Editora da Unicamp lança guia das obras do moçambicano João Paulo Borges Coelho
A obra literária de João Paulo Borges Coelho. Panorama crítico traz uma análise da produção do autor, incluindo seus 12 livros e sua mais recente obra, Museu da Revolução. Trata-se de um guia das obras do escritor moçambicano e uma porta de entrada para aqueles que se interessam pela literatura produzida no continente africano.
Até o momento, Borges Coelho possui quatro livros publicados e sua obra auxilia na tarefa de desmistificar equívocos sobre a literatura africana, ao romper com uma visão romantizada de Moçambique, o que a torna fundamental para estudiosos da área. As organizadoras do livro, Elena Brugioni, Fernanda Gallo e Gabriela Beduschi Zanfelice, falam sobre a obra e o autor.

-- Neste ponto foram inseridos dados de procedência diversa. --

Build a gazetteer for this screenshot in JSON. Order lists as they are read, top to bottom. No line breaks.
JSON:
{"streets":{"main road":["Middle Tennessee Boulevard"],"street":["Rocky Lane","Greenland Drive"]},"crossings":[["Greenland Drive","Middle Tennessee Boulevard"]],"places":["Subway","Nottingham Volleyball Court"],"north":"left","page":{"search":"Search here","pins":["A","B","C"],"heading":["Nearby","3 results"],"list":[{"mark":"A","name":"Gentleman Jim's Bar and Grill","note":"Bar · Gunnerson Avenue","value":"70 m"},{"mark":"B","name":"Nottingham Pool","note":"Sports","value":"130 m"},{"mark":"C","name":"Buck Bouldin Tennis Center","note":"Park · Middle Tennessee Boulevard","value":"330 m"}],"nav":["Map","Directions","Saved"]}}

Jornal da Unicamp – Qual a importância de JPBC na produção literária de língua portuguesa feita atualmente na África?
Organizadoras – João Paulo Borges Coelho é um dos mais notáveis autores no cenário literário, acadêmico e editorial de língua portuguesa, nomeadamente em Moçambique, Portugal e, mais recentemente, no Brasil. Contudo, é importante lembrar que sua obra não se restringe apenas aos países de língua portuguesa, tendo sido traduzida para o italiano, o espanhol, o inglês, o alemão e o mandarim, para além dos inúmeros artigos e estudos sobre ela publicados em diversos contextos acadêmicos.
No âmbito da produção literária de língua portuguesa, a escrita do autor é muito inovadora. Contribui para enriquecer essas literaturas com temáticas relacionadas aos múltiplos desafios do período pós-independência, aos dilemas da pós-colonialidade, às problemáticas decorrentes de um mundo abertamente capitalista e neoliberal, à crise ambiental, às conexões passadas e presentes com o universo do Oceano Índico. As relações entre história, geografia e literatura, dentre outros aspectos e temas passíveis de contemplação, são investigados e desdobrados a partir de sua obra.
JU – Outros autores africanos de língua portuguesa, entre os quais Mia Couto, José Eduardo Agualusa, Pepetela, Ondjaki, possuem muitas obras publicadas no Brasil, diferentemente de Borges Coelho. Por que?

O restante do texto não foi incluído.